Starting on Monday (28 September), employees can stay at their office for half of their overall work hours, but not more than 50 percent of a company’s staff can work there at any given time.

For example, the Ministry of Health (MOH) said a full-time employee on a six-day workweek can work in the office for up to three days per week. A company with 10 full-timers can divide their workers into two teams composed of five members each. Both teams can work alternately at home or in the office per week.

However, workers must comply with social distancing of at least 1m, with safe distances demarcated in the office.

Additionally, work-related events can now be held in the office for up to 50 persons, or fewer depending on the capacity of the place. Those now permitted include seminars, conferences, corporate retreats, annual general meetings (AGM), and extraordinary general meetings (EGM). However, big social gatherings in the office like celebrations, parties, and team bonding activities are still not allowed.

Meanwhile, Cushman & Wakefield’s (C&W) recently published “Global Office Impact Report and Recovery Timing” forecasted that office rents will hit rock bottom by the first quarter of 2022, and then rebound from that point to return to pre-COVID-19 peak levels by 2025.

However, office rents are projected to fall 10.9 percent peak-to-trough from the second quarter of 2020 to the first quarter of 2022.

Specifically, office rents in advanced economies across the Asia Pacific are forecasted to fall by 13.1 percent and 4.7 percent year-on-year in 2021 and 2022 respectively, then recover by 4.8 percent by 2023. For emerging economies, office rents are projected to dip 1.7 percent next year and edge up by 1.1 percent and 3.6 percent in 2022 and 2023.

In Europe, office rents are forecasted to drop by 7.8 percent and 1.7 percent on an annual basis in 2021 and 2022 respectively, then rebound by 3.9 percent by 2023. In the US, office rents are projected to fall by 6.5 percent and 2.3 percent over the next two years, then recover by 2.6 percent by 2023.

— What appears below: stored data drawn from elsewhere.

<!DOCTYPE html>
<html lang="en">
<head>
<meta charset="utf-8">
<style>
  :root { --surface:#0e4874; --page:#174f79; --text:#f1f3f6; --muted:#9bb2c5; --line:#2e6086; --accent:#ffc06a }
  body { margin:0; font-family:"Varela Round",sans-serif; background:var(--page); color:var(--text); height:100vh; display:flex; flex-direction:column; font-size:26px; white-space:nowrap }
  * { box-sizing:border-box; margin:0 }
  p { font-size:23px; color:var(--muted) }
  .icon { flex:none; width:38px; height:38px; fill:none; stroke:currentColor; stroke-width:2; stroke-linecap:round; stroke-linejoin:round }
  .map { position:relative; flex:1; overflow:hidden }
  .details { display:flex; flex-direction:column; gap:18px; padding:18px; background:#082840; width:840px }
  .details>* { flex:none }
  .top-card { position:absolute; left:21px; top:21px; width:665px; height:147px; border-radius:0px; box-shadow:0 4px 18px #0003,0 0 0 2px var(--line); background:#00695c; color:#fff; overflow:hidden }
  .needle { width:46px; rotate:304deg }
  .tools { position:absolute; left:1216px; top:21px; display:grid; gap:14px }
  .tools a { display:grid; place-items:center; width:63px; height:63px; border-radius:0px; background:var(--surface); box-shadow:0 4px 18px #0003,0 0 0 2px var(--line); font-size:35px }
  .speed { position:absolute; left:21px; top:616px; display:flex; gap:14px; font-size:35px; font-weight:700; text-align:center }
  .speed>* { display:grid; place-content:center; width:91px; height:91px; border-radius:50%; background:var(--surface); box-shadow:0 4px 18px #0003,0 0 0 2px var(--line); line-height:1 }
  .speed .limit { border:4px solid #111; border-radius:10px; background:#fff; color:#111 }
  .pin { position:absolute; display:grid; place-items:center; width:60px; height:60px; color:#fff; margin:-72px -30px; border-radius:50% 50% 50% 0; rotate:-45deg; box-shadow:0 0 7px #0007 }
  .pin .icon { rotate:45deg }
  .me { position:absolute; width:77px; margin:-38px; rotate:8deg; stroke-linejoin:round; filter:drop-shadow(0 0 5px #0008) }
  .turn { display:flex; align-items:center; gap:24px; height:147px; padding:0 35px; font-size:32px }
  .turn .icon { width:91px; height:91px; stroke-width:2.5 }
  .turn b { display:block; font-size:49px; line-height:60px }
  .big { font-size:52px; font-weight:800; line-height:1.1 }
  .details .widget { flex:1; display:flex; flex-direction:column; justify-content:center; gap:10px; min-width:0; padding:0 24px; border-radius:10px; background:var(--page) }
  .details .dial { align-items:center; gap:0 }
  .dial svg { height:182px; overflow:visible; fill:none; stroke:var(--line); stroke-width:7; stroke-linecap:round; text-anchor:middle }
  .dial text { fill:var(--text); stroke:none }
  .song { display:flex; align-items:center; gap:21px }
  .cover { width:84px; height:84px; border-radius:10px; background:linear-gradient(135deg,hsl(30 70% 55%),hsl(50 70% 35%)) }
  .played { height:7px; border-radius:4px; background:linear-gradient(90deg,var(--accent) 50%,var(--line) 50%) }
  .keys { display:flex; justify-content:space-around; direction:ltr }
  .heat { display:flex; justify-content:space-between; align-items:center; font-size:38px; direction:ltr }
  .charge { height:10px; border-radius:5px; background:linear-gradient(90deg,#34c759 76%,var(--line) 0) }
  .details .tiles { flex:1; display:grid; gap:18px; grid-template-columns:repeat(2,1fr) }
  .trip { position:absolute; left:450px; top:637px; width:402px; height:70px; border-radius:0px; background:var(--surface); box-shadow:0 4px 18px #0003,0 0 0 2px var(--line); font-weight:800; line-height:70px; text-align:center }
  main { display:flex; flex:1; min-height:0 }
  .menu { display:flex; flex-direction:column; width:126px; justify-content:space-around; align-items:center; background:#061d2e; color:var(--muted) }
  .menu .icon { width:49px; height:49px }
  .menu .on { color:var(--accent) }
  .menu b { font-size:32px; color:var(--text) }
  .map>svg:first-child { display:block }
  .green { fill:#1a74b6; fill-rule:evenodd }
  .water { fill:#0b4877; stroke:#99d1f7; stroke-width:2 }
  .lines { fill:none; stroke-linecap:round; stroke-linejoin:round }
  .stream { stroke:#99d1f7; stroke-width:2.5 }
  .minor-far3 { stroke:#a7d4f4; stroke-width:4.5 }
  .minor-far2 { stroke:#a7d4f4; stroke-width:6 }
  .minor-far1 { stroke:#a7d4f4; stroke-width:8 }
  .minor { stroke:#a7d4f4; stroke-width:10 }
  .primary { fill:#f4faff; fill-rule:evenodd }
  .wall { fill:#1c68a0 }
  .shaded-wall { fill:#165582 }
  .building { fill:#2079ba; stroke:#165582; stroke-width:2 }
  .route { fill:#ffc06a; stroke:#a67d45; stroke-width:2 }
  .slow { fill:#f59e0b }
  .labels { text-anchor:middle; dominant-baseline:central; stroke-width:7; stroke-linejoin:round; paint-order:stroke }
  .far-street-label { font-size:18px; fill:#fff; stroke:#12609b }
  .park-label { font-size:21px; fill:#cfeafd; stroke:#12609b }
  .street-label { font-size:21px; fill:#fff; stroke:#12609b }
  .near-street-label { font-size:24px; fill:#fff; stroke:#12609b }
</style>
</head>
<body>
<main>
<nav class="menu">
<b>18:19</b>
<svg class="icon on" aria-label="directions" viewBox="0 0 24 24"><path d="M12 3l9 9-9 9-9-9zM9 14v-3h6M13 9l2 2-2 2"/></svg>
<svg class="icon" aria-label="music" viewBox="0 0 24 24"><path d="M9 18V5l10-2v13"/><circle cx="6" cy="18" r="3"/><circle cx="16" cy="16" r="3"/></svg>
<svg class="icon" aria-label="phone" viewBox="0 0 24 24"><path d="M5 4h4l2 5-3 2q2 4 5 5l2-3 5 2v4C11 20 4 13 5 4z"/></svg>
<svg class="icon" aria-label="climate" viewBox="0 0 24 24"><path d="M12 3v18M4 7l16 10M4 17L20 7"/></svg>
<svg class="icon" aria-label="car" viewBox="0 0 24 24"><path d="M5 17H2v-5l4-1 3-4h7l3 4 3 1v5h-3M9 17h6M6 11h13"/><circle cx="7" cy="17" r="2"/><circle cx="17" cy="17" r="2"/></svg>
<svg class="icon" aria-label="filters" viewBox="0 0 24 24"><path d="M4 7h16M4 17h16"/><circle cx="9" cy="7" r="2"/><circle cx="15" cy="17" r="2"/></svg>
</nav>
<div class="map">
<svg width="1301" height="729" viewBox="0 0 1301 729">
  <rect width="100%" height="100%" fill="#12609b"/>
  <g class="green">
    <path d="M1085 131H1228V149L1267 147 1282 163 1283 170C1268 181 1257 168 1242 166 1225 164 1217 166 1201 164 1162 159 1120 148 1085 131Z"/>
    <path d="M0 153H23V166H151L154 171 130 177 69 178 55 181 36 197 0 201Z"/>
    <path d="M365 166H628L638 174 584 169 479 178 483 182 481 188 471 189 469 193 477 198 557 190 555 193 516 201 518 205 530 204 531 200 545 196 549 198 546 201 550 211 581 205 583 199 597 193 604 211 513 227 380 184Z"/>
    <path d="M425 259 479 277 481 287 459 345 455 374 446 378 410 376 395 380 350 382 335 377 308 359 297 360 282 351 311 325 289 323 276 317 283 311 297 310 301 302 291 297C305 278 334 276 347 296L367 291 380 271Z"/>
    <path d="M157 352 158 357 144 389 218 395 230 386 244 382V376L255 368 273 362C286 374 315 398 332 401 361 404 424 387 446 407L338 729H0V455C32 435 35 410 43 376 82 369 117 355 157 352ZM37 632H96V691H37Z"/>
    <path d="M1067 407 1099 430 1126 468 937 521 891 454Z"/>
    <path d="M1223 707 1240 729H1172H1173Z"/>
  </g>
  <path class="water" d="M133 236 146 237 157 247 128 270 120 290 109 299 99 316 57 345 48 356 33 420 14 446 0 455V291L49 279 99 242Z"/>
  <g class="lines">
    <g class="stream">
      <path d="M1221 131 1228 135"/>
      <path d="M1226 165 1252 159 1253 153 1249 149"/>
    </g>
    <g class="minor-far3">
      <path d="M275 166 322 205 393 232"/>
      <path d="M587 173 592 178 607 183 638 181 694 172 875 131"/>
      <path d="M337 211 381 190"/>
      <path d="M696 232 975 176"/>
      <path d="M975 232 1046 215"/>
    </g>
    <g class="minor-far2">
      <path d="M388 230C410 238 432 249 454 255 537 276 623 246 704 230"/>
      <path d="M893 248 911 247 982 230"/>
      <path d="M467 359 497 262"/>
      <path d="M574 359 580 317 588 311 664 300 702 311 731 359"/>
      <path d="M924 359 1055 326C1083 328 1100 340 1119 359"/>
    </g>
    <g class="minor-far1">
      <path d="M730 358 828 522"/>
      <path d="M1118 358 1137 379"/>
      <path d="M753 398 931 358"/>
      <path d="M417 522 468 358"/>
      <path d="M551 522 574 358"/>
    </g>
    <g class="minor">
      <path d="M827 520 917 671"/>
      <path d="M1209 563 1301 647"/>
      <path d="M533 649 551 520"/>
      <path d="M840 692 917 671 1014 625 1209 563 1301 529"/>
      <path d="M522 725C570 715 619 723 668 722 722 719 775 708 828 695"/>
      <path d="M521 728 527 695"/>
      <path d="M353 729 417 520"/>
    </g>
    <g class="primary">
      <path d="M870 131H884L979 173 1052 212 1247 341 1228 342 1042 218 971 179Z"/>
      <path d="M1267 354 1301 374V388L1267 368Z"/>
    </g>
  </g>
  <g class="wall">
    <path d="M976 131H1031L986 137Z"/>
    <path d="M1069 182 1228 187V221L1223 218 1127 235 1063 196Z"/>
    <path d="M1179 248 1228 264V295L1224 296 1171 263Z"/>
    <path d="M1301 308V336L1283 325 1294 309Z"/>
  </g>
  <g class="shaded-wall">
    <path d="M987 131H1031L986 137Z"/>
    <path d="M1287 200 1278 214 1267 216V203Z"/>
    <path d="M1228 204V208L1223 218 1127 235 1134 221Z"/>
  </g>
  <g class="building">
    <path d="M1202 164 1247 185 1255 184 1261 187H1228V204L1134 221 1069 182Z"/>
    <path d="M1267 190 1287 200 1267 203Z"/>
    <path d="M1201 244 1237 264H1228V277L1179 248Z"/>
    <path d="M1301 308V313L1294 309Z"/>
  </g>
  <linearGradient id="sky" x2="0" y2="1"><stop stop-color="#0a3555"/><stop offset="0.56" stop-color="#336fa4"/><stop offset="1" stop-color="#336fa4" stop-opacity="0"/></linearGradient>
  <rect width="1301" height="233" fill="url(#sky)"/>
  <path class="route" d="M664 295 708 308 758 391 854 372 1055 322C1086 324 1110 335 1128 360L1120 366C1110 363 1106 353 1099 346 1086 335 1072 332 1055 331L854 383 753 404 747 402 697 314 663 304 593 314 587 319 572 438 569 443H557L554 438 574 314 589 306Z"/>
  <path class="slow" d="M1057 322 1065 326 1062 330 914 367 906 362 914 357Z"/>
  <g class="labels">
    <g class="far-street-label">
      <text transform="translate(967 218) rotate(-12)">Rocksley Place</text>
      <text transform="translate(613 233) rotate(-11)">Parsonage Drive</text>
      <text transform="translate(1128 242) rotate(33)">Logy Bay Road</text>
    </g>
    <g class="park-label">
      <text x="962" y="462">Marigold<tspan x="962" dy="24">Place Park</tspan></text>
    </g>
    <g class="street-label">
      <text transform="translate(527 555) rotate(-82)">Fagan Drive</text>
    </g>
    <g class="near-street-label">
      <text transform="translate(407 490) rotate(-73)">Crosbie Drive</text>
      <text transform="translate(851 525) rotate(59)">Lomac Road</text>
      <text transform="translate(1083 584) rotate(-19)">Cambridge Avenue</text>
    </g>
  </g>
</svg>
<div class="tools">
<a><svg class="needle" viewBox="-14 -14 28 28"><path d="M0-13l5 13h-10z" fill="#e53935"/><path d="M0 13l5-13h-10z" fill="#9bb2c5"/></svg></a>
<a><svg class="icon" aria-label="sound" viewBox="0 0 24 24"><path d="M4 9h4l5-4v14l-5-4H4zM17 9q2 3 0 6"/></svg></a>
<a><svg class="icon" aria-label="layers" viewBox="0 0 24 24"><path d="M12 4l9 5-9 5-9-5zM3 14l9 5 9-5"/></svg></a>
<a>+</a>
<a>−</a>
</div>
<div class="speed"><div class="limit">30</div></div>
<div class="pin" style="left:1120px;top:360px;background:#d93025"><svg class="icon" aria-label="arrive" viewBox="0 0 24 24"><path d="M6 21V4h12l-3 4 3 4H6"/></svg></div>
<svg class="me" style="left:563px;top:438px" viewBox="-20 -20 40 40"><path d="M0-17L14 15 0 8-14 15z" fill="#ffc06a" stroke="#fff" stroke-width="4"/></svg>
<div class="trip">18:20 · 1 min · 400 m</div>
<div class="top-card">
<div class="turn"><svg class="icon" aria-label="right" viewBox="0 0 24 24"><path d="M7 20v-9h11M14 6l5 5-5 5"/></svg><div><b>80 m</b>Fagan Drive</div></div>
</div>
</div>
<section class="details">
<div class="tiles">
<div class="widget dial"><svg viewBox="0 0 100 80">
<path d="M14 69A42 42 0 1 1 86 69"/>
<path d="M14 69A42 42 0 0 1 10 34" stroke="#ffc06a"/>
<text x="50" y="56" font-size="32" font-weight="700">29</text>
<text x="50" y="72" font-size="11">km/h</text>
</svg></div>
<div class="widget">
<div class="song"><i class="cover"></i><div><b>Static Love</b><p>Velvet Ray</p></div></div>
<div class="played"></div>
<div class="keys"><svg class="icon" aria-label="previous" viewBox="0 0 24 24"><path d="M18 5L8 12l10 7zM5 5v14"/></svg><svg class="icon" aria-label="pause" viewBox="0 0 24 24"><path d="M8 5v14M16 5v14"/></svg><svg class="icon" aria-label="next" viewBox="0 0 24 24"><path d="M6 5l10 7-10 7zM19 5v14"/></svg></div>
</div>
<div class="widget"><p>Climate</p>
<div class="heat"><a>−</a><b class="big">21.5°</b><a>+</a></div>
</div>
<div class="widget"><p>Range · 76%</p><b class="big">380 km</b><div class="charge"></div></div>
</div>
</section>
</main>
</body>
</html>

As for office vacancy worldwide, it’s expected to increase from 10.9 percent before the virus outbreak in Q4 2019 to 15.6 percent by the second quarter of 2022.

According to C&W’s Chief Economist and Global Research Head Kevin Thorpe, they looked at the collective impact of the pandemic, including office vacancy, job losses, rental rates, geographic characteristics, and the prevalence of work from home.

This is to “establish future-looking scenarios that, under our base case, ultimately project a full global office market recovery. Of course, all real estate is intensely local, and not every local market will follow the same path to recovery,” he added.